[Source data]
○ ○ ○ ○

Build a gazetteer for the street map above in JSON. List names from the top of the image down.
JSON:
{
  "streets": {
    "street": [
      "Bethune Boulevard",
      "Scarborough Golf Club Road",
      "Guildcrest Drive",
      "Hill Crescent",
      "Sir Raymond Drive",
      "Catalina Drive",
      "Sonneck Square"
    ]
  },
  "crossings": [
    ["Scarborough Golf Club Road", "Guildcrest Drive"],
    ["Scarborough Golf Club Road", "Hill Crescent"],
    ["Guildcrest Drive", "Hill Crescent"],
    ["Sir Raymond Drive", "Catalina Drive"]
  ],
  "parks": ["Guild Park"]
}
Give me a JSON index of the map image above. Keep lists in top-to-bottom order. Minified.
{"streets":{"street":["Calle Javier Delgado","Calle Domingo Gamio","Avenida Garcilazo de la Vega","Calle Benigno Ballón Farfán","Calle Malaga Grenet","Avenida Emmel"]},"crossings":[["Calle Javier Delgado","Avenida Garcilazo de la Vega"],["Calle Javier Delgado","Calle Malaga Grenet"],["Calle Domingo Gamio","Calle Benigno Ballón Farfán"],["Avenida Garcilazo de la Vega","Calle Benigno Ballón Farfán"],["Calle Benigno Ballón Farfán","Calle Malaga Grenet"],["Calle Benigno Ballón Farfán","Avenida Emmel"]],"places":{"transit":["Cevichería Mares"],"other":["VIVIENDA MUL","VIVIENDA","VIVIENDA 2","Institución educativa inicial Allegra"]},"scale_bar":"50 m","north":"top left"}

○ ○ ○ ○

- _Your goal_
Copy out each record word for word.

- _Response box_
Build a gazetteer for the street map above in JSON. List names from the top of the image down.
JSON:
{
  "streets": {
    "street": [
      "Bethune Boulevard",
      "Scarborough Golf Club Road",
      "Guildcrest Drive",
      "Hill Crescent",
      "Sir Raymond Drive",
      "Catalina Drive",
      "Sonneck Square"
    ]
  },
  "crossings": [
    ["Scarborough Golf Club Road", "Guildcrest Drive"],
    ["Scarborough Golf Club Road", "Hill Crescent"],
    ["Guildcrest Drive", "Hill Crescent"],
    ["Sir Raymond Drive", "Catalina Drive"]
  ],
  "parks": ["Guild Park"]
}
Give me a JSON index of the map image above. Keep lists in top-to-bottom order. Minified.
{"streets":{"street":["Calle Javier Delgado","Calle Domingo Gamio","Avenida Garcilazo de la Vega","Calle Benigno Ballón Farfán","Calle Malaga Grenet","Avenida Emmel"]},"crossings":[["Calle Javier Delgado","Avenida Garcilazo de la Vega"],["Calle Javier Delgado","Calle Malaga Grenet"],["Calle Domingo Gamio","Calle Benigno Ballón Farfán"],["Avenida Garcilazo de la Vega","Calle Benigno Ballón Farfán"],["Calle Benigno Ballón Farfán","Calle Malaga Grenet"],["Calle Benigno Ballón Farfán","Avenida Emmel"]],"places":{"transit":["Cevichería Mares"],"other":["VIVIENDA MUL","VIVIENDA","VIVIENDA 2","Institución educativa inicial Allegra"]},"scale_bar":"50 m","north":"top left"}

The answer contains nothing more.